● ACTIVITY
Scan the entries for the word "Palace" and return every line that has it.

● EXTRACTED INFORMATION

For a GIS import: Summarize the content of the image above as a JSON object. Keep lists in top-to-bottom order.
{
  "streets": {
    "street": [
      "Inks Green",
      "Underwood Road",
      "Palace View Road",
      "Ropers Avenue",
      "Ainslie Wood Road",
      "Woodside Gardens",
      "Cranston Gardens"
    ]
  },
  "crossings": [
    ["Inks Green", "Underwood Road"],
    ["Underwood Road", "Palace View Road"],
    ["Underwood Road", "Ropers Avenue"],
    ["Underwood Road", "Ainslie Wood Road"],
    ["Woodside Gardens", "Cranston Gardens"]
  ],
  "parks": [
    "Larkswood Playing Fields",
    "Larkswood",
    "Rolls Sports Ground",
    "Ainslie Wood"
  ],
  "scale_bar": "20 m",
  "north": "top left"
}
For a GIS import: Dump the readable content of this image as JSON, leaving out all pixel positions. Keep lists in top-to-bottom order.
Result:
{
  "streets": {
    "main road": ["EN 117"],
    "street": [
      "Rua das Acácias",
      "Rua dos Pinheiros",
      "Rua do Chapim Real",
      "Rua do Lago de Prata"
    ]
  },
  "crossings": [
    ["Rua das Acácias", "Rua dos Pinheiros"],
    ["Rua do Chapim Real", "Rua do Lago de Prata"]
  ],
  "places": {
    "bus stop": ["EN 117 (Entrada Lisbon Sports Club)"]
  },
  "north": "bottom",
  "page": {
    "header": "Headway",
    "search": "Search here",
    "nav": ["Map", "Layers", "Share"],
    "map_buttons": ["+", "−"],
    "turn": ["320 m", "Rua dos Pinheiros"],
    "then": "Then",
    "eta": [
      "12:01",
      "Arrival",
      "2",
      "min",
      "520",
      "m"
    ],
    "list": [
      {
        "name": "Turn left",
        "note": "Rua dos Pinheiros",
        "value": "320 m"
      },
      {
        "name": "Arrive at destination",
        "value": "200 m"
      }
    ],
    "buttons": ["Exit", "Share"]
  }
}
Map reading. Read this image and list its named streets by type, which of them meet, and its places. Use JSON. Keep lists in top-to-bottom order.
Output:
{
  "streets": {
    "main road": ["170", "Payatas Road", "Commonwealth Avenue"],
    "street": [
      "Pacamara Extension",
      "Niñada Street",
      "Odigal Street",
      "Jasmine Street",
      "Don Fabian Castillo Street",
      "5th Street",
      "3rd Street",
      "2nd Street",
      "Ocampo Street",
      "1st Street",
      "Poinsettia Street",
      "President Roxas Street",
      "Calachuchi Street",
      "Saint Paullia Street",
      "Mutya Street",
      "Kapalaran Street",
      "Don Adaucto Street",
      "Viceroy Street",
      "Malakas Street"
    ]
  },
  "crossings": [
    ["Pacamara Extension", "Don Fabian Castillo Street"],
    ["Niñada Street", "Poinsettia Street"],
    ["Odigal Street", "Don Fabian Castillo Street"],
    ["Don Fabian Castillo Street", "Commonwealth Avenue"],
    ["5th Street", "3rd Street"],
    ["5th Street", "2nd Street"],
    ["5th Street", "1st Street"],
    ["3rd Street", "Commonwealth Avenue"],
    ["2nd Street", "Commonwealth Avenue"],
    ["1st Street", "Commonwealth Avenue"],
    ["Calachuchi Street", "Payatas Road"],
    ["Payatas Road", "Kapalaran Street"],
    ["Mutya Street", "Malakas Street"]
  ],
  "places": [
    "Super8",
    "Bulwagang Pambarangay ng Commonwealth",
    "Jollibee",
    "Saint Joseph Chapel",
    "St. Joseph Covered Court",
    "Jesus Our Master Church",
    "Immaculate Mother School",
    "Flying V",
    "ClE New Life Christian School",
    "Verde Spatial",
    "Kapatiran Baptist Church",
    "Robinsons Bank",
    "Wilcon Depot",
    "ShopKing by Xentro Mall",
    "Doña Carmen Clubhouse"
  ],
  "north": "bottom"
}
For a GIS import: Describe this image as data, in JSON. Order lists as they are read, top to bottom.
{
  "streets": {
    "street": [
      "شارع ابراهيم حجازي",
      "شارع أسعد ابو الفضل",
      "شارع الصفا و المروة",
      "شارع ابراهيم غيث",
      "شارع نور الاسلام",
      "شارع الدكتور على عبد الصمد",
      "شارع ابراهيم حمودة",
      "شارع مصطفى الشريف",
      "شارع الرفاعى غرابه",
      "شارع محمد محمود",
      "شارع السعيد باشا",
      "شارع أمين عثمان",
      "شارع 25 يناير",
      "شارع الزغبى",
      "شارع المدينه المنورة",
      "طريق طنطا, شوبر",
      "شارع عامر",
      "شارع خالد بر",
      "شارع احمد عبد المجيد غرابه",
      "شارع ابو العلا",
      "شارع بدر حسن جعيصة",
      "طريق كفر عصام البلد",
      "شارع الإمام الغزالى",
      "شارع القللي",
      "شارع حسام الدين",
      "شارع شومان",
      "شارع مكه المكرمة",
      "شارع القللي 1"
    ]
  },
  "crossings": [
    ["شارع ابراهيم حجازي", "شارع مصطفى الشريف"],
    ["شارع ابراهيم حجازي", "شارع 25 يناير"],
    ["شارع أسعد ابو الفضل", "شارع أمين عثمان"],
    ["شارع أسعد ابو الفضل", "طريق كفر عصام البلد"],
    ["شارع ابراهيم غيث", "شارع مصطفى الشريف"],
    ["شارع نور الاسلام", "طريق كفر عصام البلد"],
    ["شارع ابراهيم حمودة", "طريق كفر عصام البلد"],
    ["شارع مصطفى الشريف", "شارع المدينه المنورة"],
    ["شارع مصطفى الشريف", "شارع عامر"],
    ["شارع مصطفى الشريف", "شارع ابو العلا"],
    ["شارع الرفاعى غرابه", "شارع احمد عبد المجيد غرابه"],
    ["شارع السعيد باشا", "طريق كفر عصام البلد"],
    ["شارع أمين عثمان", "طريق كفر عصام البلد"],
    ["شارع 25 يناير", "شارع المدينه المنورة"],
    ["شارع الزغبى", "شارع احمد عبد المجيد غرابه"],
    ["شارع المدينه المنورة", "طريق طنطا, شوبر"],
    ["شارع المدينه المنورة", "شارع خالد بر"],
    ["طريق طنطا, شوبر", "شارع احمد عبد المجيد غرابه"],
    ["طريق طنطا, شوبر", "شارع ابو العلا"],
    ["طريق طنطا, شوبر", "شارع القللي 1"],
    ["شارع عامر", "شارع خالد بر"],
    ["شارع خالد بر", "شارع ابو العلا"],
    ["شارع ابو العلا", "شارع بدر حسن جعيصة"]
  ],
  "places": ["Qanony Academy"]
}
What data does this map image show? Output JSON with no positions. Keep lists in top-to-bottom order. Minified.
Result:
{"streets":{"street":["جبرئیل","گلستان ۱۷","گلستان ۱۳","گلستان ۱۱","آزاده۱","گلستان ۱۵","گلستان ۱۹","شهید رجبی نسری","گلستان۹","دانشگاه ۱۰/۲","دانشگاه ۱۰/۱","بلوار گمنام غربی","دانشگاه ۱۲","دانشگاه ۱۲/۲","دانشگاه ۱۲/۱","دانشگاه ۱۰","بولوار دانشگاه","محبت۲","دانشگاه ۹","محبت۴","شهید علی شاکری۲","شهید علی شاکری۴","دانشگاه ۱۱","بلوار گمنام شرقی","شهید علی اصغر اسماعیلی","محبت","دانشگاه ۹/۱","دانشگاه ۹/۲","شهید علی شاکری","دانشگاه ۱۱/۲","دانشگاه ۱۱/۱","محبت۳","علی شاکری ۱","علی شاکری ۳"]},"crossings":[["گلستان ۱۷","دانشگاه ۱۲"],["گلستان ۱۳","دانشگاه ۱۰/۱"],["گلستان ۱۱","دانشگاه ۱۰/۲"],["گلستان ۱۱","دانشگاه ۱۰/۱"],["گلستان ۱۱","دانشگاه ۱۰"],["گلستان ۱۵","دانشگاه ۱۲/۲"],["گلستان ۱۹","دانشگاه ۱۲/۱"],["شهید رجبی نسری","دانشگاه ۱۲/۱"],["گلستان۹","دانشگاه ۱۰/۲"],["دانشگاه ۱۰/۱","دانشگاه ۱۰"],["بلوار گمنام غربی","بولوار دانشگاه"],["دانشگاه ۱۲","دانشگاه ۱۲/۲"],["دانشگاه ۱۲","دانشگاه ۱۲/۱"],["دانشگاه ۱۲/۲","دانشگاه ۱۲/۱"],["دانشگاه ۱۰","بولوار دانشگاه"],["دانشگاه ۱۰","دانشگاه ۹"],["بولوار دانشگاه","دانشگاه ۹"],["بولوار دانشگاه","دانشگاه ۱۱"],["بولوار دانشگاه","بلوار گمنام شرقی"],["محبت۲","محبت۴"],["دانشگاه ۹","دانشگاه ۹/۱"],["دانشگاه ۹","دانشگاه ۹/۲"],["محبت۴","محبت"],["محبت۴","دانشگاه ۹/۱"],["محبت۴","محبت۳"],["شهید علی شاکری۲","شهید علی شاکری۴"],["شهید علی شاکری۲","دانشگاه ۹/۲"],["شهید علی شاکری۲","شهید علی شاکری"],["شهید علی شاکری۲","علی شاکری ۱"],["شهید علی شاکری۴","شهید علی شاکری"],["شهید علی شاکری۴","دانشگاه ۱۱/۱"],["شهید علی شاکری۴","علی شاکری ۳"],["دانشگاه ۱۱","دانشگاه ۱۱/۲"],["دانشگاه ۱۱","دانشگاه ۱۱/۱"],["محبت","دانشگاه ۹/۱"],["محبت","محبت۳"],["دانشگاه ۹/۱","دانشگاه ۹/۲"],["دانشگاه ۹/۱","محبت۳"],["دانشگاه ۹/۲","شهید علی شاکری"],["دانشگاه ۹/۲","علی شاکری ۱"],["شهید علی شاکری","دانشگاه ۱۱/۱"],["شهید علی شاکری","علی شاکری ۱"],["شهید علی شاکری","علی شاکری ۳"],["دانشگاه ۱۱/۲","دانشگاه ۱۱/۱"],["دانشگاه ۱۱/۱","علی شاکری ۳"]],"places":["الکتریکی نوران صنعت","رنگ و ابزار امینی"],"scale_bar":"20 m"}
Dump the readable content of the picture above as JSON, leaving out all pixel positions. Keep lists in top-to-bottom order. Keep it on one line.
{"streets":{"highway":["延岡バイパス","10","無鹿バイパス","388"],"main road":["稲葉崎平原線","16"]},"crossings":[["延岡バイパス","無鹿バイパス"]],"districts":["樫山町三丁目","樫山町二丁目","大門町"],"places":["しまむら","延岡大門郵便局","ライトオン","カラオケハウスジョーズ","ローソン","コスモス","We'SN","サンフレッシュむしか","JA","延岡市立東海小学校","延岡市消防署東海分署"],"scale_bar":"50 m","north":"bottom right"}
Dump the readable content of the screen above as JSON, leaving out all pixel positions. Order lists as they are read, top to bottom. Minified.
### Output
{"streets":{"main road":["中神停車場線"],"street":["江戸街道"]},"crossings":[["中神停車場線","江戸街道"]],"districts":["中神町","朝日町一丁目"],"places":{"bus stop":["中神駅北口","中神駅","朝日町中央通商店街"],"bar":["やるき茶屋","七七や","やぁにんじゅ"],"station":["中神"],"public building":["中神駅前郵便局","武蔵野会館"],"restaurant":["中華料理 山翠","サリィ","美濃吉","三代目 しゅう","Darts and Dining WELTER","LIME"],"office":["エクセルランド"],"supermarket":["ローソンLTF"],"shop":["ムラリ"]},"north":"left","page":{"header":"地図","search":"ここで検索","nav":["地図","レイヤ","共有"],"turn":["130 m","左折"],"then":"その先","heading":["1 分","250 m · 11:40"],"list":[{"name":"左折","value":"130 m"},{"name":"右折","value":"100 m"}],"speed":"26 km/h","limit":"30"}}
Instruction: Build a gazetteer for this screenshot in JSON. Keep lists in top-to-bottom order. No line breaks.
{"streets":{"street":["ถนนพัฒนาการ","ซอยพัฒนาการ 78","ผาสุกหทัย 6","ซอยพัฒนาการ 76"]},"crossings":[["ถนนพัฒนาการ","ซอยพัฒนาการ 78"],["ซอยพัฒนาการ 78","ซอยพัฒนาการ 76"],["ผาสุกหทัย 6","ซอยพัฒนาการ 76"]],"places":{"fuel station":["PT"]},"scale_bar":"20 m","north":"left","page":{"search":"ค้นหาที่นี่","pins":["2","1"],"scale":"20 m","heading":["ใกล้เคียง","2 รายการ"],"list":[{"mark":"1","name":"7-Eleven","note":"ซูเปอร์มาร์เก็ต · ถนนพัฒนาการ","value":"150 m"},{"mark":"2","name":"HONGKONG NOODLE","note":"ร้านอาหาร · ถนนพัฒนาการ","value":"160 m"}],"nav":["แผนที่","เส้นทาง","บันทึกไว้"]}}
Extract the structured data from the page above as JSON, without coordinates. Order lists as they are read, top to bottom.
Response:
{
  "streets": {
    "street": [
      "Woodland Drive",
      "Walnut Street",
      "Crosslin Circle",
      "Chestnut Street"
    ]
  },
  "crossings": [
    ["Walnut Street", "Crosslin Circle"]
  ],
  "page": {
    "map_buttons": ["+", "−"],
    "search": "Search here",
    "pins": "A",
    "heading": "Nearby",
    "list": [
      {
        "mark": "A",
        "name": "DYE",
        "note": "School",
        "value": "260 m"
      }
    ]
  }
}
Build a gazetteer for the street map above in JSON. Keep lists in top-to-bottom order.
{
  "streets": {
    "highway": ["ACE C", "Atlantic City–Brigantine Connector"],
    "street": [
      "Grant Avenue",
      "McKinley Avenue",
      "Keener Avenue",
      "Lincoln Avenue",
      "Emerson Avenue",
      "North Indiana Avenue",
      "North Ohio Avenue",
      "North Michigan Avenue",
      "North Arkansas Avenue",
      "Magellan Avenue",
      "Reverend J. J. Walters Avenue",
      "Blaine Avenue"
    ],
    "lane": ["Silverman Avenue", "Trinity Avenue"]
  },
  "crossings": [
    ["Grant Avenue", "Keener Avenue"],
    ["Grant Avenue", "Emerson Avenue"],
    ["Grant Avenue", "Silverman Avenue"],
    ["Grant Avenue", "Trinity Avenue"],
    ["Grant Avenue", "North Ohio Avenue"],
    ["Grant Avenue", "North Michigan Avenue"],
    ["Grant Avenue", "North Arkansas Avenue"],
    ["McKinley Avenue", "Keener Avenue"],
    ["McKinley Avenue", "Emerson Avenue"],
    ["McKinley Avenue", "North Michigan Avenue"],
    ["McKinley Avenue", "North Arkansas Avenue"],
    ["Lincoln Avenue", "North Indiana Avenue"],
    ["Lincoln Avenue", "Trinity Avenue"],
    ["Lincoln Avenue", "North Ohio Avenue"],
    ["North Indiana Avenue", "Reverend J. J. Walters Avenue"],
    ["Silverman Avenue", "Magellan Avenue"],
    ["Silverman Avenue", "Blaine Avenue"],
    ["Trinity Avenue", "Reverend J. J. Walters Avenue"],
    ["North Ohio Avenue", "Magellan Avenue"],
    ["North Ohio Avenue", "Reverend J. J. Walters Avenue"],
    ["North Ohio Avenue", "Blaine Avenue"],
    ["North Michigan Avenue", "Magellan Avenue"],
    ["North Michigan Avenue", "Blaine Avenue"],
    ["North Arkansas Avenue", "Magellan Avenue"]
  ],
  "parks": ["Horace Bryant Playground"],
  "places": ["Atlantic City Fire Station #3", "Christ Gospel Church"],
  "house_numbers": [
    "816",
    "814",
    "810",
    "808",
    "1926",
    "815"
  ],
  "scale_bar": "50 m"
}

● RESPONSE TO THIS EXERCISE
      "Palace View Road",
    ["Underwood Road", "Palace View Road"],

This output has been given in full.